Among the entries below, copy every line that carries the word "crossings".
╭─ Information given
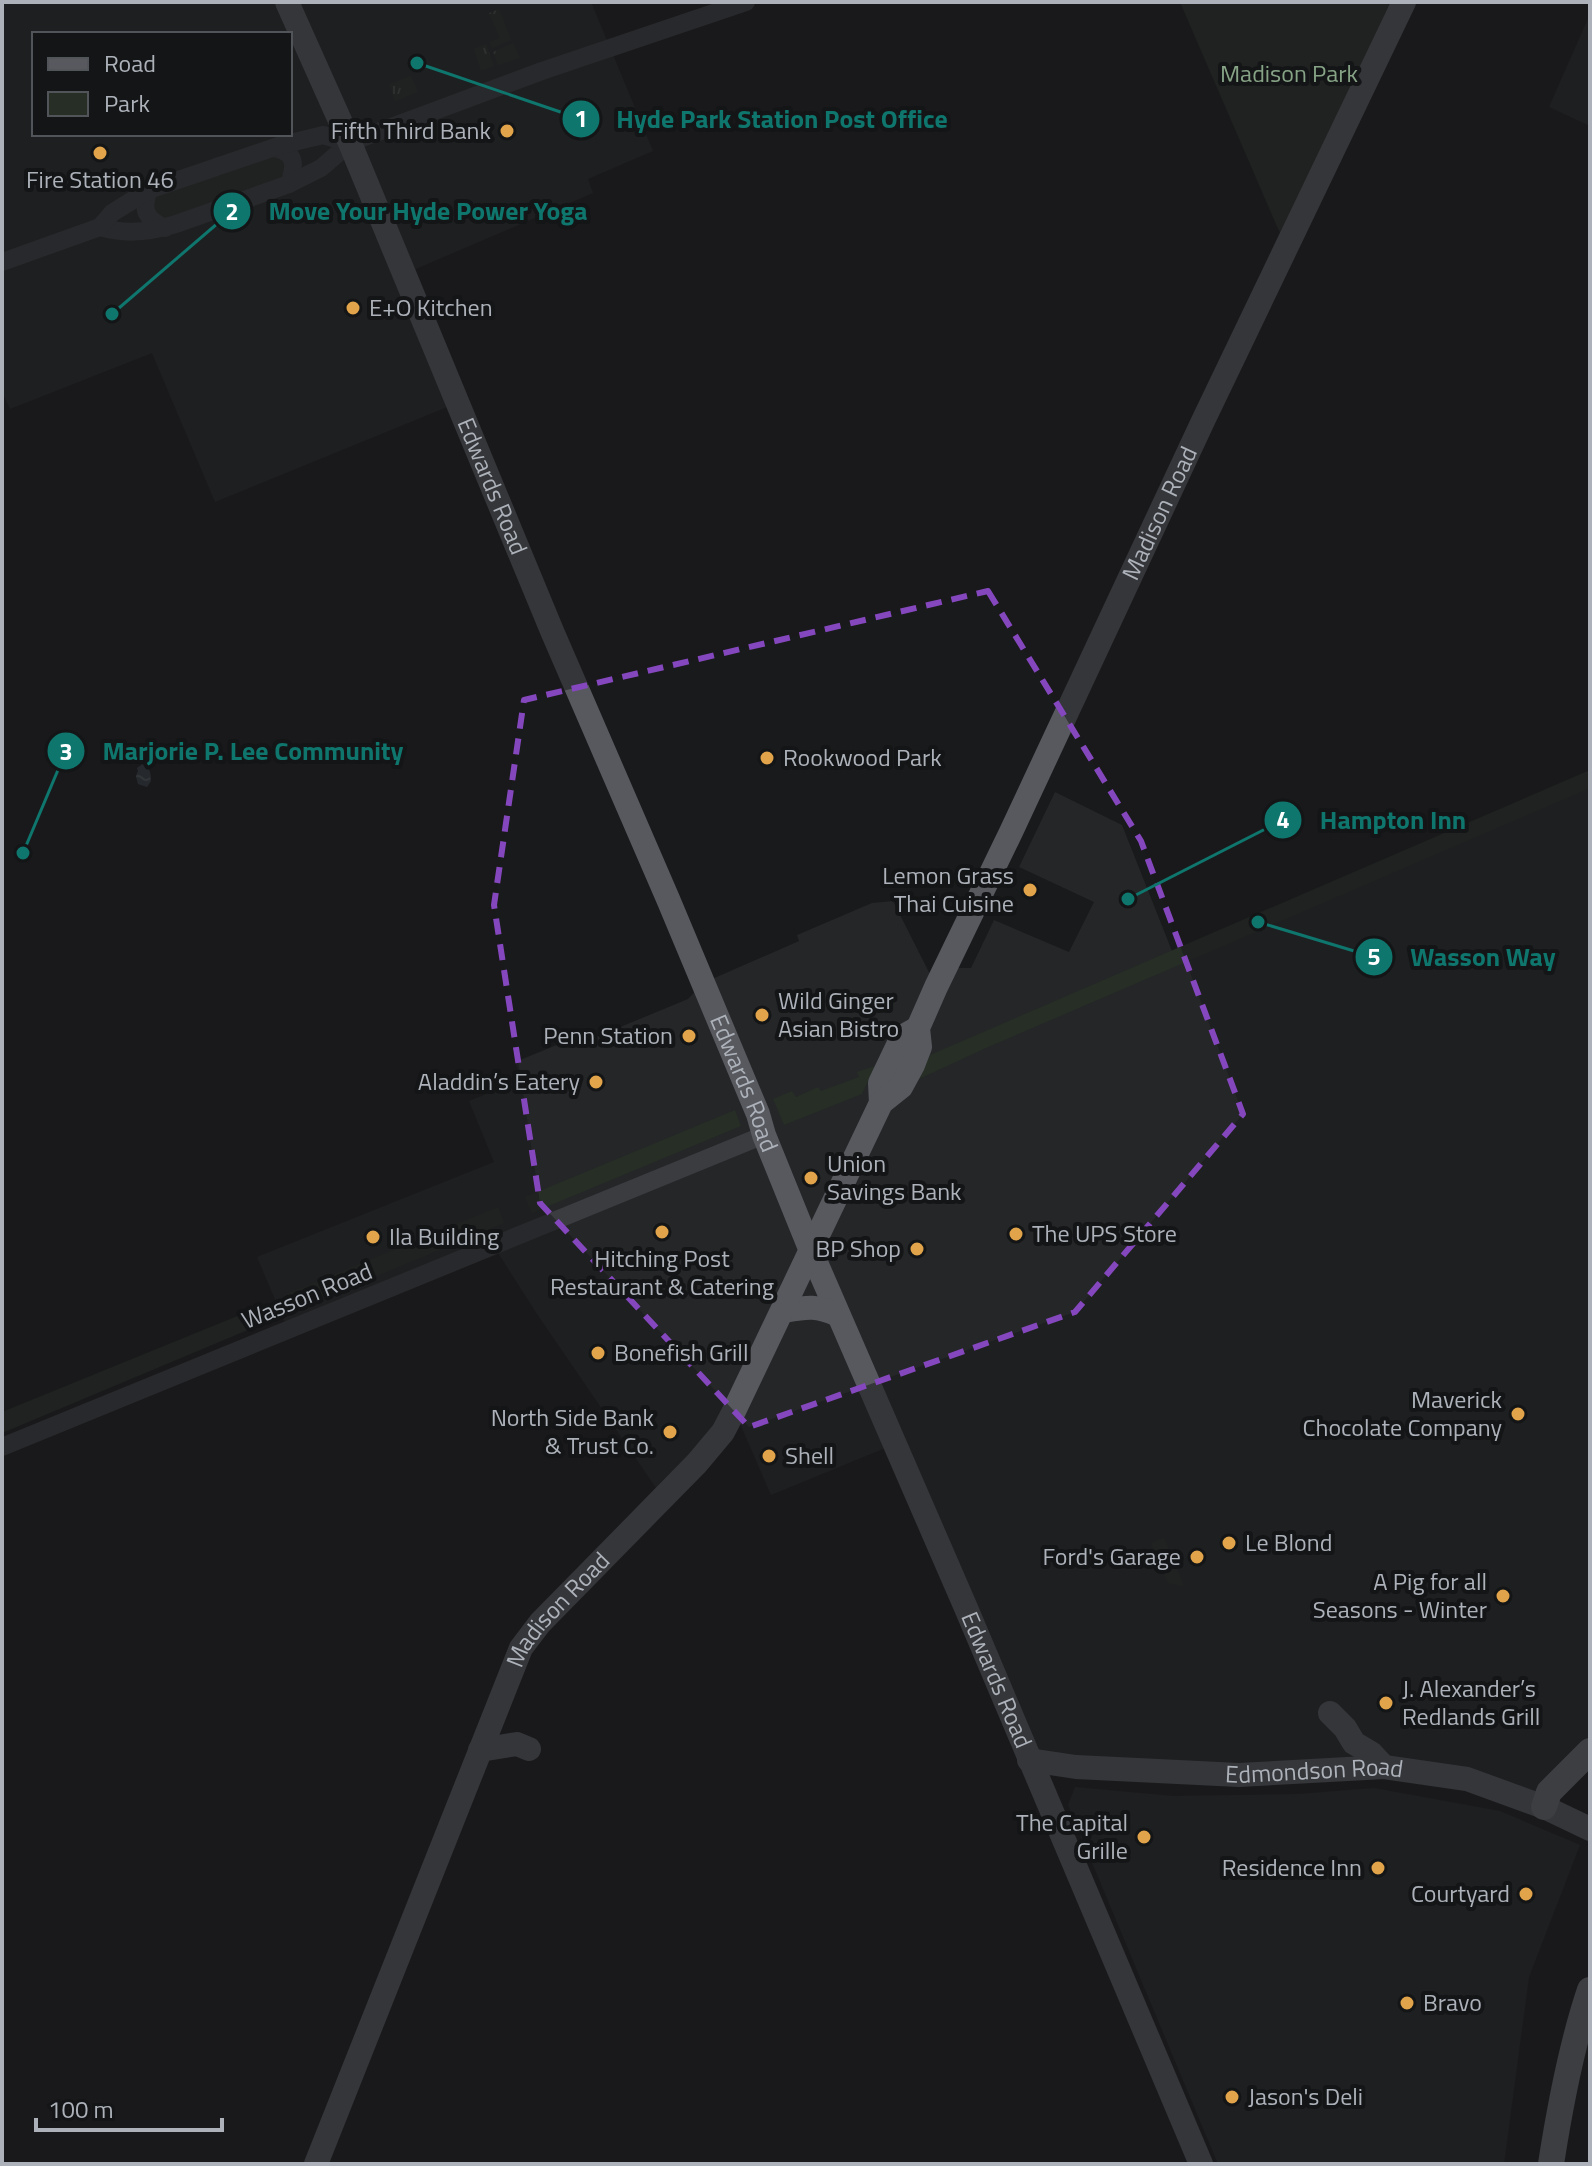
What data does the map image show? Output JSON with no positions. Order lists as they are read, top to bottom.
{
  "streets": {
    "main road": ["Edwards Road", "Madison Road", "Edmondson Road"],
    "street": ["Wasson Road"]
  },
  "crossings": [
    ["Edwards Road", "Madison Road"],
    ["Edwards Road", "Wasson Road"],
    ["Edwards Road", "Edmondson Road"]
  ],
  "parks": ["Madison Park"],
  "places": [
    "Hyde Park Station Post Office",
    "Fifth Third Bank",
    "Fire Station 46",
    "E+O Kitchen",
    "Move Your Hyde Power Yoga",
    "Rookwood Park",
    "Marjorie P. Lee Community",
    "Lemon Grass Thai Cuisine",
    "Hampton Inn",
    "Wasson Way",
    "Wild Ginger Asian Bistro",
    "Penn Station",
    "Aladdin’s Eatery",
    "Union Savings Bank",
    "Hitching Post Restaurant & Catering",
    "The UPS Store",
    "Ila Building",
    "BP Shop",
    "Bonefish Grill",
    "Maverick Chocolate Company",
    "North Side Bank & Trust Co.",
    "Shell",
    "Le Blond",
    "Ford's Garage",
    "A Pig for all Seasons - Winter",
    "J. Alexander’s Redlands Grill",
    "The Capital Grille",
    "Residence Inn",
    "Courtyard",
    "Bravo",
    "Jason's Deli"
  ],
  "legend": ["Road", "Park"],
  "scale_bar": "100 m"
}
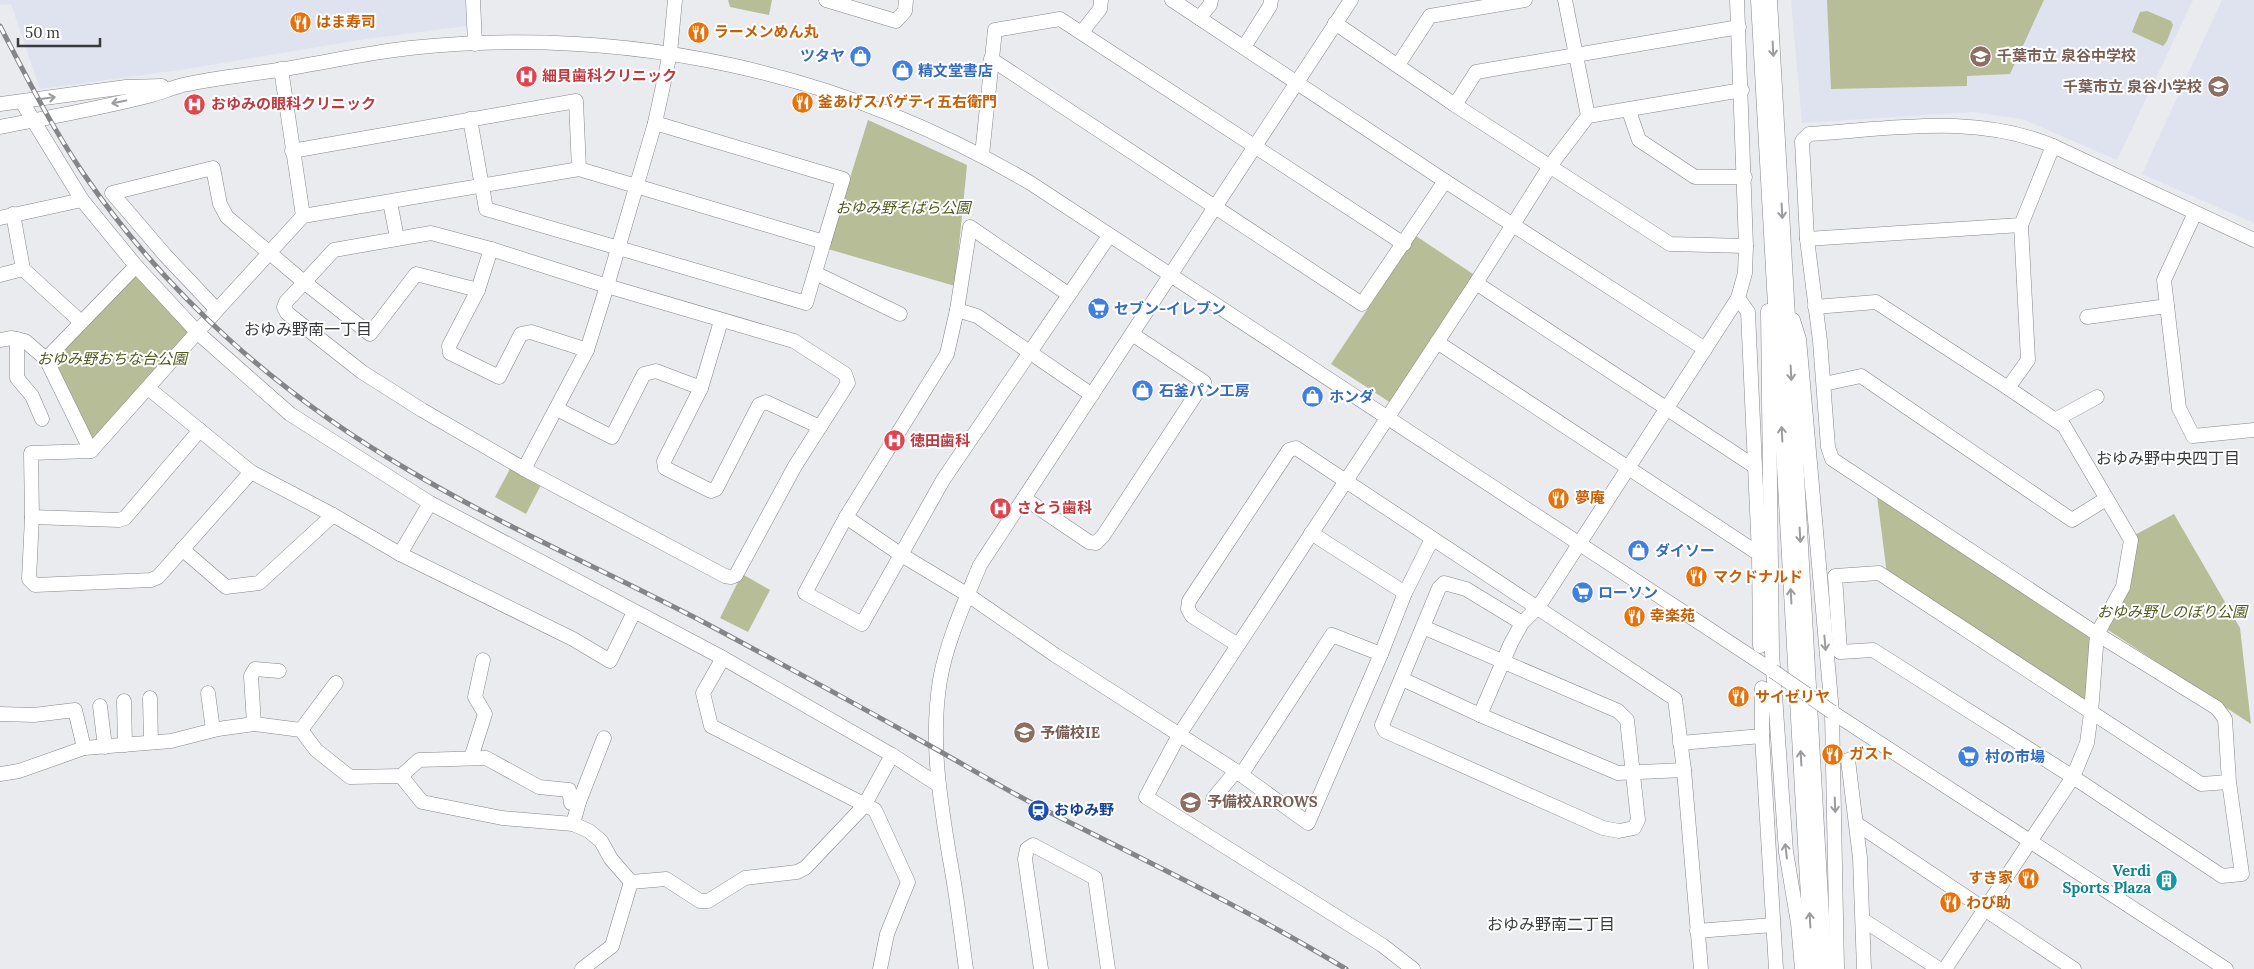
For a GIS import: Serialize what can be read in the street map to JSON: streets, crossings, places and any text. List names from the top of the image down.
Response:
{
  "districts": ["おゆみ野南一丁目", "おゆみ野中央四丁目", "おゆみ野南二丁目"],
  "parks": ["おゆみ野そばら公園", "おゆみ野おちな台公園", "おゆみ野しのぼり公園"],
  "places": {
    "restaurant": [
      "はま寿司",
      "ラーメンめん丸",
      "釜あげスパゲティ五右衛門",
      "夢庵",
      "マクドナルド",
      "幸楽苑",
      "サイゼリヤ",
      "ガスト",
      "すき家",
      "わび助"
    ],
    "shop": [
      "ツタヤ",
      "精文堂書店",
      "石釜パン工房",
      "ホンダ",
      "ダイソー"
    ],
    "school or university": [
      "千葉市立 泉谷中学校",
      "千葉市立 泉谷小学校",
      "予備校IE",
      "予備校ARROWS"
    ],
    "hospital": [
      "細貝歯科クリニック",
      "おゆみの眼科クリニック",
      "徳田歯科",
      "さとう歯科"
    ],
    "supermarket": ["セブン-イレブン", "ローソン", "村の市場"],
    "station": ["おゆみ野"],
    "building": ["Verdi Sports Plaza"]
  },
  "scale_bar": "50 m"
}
╰─
*Solution for this problem*.
  "crossings": [
For a GIS import: Serialize what can be read in the street map to JSON: streets, crossings, places and any text. List names from the top of the image down.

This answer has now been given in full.